Google announced today that it’s the latest tech giant after Facebook and Twitter to have accidentally stored user passwords unprotected in plaintext. G Suite users, pay attention.
“Our authentication systems operate with many layers of defense beyond the password, and we deploy numerous automatic systems that block malicious sign-in attempts even when the attacker knows the password,” Google vice president of engineering Suzanne Frey wrote in a blog post. “In addition, we provide G Suite administrators with numerous two-step verification (2SV) options. … We take the security of our enterprise customers extremely seriously, and pride ourselves in advancing the industry’s best practices for account security. Here we did not live up to our own standards.”
Google says that the bug affected “a small percentage of G Suite users,” meaning it does not impact individual consumer accounts, but does affect some business and corporate accounts, which have their own risks and sensitivities. The company typically stores passwords on its servers in a cryptographically scrambled state known as a hash.
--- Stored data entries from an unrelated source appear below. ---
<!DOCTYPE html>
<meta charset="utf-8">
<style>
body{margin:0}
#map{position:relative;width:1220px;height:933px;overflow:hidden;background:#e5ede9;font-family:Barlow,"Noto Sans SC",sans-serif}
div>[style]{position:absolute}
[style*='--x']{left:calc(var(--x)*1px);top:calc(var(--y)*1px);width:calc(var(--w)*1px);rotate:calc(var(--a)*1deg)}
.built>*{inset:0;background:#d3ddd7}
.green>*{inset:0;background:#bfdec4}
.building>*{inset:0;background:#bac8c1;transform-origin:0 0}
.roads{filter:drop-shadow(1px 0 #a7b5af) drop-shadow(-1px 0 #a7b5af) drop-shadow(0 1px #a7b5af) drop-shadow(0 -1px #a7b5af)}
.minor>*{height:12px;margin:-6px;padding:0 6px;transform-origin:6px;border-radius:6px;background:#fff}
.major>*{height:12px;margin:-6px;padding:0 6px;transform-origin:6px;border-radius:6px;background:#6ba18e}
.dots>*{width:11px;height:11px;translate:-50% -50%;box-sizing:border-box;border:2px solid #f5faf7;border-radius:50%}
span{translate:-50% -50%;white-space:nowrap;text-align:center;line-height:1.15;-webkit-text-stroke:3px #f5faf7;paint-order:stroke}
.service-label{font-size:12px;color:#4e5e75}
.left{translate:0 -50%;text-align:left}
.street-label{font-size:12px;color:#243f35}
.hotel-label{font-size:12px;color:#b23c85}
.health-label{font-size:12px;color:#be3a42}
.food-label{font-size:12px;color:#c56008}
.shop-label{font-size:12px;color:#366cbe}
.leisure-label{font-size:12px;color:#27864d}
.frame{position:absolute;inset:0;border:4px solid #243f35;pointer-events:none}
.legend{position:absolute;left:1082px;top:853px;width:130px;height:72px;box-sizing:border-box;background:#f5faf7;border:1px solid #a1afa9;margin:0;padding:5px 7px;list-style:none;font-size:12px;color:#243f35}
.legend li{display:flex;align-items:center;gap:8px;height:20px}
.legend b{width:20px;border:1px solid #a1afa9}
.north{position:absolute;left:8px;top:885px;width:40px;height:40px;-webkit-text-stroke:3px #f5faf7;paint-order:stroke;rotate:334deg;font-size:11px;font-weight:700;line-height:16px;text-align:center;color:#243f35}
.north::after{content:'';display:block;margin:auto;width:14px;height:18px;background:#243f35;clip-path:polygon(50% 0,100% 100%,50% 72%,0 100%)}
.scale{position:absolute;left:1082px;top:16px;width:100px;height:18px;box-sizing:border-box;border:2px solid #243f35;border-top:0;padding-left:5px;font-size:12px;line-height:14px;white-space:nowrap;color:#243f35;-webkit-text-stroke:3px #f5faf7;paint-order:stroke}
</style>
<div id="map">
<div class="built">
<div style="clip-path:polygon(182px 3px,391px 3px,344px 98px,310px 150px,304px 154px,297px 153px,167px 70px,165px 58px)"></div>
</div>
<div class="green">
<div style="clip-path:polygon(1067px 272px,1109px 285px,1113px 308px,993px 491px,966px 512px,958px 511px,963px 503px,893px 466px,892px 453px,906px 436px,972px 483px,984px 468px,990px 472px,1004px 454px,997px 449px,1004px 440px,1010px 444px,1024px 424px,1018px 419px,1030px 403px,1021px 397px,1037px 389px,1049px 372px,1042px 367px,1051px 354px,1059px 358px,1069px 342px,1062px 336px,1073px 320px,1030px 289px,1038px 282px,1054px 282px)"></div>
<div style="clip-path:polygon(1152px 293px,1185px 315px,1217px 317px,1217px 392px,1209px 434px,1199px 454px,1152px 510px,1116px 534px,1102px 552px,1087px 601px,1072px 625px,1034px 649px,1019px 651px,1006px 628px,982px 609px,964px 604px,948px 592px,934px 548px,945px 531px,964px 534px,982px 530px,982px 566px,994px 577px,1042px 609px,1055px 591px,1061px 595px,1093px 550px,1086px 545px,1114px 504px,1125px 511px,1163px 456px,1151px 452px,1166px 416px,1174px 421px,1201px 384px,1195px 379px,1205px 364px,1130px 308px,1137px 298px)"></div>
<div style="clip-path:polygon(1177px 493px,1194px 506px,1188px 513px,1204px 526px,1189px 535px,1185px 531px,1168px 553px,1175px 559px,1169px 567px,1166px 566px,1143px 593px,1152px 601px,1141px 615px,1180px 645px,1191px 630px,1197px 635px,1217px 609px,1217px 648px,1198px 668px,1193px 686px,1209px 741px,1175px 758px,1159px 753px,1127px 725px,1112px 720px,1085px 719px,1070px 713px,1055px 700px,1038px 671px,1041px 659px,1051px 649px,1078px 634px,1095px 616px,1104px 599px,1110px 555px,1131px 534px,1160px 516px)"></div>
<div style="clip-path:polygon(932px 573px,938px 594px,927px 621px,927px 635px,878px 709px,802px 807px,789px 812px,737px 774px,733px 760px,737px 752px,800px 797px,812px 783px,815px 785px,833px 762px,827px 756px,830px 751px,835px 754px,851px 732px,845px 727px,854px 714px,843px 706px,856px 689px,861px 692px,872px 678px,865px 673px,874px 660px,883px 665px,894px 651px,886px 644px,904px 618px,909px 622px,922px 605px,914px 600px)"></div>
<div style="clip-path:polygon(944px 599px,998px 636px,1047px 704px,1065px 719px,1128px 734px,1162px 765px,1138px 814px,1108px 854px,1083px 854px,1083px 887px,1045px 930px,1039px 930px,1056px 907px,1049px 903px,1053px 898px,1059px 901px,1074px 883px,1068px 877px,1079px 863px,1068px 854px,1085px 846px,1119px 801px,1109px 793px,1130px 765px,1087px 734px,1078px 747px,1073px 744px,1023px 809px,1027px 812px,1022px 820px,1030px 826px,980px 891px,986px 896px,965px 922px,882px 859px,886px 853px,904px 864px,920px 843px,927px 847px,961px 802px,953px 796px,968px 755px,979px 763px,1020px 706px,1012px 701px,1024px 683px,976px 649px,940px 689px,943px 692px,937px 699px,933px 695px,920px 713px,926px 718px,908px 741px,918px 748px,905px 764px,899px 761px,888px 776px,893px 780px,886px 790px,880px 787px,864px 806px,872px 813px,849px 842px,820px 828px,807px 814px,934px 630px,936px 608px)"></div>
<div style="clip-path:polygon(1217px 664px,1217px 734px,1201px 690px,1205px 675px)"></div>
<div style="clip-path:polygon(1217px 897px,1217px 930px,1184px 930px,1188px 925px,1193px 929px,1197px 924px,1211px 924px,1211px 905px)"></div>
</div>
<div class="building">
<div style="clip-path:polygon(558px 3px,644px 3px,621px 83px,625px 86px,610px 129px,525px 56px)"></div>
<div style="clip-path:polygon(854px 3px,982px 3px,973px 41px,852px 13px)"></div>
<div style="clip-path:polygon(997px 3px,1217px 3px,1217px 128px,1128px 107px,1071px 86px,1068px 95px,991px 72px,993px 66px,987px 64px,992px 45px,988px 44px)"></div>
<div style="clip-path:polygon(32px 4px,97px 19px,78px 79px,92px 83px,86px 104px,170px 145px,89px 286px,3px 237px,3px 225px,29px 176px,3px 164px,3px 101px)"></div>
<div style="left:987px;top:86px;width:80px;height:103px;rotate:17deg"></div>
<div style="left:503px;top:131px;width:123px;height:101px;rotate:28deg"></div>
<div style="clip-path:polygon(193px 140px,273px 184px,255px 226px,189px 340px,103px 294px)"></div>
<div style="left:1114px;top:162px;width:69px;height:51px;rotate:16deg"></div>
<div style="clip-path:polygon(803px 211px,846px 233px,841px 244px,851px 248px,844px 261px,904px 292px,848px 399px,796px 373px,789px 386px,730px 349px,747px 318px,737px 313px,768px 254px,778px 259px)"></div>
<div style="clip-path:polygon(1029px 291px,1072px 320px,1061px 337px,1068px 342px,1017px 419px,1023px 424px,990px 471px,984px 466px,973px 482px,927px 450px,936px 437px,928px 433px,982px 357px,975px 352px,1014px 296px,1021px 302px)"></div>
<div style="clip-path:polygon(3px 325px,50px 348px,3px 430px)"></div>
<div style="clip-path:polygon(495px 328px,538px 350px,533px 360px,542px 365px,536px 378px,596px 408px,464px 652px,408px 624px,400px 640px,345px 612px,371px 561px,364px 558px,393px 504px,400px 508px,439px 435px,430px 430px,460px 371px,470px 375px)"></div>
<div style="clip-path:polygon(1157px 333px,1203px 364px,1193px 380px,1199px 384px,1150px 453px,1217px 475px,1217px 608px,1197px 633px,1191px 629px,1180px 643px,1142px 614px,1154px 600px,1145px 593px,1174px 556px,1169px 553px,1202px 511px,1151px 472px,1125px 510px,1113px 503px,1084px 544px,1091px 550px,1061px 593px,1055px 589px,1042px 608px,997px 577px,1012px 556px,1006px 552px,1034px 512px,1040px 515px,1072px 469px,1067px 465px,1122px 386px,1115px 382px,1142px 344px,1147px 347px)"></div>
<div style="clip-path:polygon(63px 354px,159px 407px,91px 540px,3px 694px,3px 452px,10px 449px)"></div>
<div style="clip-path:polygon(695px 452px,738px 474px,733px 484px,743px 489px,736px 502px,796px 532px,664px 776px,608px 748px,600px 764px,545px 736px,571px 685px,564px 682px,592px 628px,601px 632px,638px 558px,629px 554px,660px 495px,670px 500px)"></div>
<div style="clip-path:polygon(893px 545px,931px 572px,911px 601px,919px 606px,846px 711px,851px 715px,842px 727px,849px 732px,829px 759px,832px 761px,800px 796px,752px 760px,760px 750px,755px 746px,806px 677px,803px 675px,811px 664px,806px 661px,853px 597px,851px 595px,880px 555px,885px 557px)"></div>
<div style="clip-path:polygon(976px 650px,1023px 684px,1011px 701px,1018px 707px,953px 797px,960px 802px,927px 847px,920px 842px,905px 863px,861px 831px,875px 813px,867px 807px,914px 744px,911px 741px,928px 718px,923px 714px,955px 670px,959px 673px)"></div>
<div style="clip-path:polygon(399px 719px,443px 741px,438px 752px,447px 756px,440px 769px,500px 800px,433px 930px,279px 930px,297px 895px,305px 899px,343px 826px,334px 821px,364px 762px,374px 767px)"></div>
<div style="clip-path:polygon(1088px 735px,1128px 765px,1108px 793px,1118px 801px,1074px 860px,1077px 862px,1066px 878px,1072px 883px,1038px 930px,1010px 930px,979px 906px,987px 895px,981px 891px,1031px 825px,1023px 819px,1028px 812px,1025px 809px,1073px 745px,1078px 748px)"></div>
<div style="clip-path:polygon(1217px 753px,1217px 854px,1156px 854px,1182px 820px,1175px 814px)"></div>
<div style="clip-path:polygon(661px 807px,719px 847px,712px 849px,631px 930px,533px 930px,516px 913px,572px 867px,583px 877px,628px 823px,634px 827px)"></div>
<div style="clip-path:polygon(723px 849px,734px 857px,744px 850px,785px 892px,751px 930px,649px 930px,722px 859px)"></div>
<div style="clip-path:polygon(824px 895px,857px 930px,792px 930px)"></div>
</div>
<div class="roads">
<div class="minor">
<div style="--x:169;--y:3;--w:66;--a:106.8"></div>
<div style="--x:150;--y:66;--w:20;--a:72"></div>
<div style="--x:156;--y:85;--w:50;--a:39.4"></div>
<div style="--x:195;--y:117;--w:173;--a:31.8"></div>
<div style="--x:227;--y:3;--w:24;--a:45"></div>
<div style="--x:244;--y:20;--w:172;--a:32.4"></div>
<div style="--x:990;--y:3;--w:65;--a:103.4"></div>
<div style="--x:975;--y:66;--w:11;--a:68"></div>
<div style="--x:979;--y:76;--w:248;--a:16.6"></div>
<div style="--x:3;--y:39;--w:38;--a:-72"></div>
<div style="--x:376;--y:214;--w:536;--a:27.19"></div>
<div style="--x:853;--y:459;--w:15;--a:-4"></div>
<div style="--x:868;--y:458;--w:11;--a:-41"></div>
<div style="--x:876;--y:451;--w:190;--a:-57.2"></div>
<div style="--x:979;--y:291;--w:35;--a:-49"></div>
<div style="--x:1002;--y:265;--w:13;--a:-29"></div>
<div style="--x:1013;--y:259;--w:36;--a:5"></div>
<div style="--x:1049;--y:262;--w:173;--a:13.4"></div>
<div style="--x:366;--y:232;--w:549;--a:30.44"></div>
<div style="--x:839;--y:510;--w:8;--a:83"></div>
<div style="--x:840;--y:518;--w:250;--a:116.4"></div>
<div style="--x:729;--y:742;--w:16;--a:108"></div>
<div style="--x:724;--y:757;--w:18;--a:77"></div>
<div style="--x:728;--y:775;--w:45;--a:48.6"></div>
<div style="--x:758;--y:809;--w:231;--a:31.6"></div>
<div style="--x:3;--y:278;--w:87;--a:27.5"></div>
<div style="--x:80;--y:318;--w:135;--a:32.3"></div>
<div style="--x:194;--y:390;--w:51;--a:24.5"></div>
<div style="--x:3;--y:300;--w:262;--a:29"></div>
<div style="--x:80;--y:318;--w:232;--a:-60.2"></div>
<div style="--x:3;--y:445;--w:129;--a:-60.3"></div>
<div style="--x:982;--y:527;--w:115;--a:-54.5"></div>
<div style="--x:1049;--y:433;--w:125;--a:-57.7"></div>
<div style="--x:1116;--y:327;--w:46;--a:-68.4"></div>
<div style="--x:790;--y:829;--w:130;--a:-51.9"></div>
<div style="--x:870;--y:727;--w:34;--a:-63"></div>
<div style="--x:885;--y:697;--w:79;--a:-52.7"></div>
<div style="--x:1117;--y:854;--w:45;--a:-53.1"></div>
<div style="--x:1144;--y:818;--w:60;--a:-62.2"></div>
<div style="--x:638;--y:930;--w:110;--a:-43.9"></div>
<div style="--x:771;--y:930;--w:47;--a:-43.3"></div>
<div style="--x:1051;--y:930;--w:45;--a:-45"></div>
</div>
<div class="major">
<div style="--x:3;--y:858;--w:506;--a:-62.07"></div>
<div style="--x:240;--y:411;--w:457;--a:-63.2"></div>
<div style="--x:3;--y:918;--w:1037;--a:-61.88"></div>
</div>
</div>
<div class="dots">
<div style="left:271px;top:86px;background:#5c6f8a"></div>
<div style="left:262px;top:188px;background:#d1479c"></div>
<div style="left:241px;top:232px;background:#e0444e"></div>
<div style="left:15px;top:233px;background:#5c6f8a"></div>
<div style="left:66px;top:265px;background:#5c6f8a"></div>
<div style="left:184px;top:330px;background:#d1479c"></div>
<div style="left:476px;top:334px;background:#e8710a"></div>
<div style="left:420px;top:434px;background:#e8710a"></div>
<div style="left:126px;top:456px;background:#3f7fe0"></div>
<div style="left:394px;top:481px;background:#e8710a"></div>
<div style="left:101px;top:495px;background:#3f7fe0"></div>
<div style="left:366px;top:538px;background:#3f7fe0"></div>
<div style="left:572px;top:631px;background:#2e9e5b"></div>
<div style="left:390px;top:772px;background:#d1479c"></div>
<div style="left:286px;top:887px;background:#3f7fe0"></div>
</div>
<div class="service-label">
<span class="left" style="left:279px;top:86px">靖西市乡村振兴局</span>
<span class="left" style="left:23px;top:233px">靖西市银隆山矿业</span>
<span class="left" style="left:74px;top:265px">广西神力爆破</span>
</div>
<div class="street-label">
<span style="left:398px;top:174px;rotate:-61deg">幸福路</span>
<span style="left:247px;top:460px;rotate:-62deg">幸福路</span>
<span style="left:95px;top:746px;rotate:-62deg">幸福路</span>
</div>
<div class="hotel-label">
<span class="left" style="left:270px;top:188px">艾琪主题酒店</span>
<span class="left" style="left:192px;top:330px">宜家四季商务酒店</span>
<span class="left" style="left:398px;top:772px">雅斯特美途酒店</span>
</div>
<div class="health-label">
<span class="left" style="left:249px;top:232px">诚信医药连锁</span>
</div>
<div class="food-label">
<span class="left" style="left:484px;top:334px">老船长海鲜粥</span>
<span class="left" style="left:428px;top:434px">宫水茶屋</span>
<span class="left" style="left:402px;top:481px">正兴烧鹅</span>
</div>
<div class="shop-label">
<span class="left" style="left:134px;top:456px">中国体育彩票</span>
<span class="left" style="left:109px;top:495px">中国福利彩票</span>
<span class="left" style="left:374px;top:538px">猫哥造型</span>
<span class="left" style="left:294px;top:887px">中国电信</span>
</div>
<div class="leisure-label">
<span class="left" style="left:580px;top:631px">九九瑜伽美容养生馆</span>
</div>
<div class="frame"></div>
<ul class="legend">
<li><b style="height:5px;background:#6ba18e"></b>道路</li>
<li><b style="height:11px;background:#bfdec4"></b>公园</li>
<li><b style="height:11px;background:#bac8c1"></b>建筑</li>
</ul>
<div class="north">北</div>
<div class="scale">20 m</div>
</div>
But a bug in G Suite’s password recovery feature for administrators caused unprotected passwords to be stored in the infrastructure of a control panel, called the admin console. Google has disabled the features that contained the bug.
Before it did so, the passwords would have been accessible to authorized Google personnel or malicious interlopers. Each organization’s administrator could have also accessed the plaintext passwords for the account holders within their group.
Twitter and Facebook have dealt with plaintext password bugs of their own in the past 18 months. Google’s bug, meanwhile, has existed since 2005—a year before “Google For Work” even became an official offering. And while the company emphasizes that it has no evidence that the plaintext passwords were ever accessed or abused, 14 years is a long time for sensitive data to hang around unnoticed.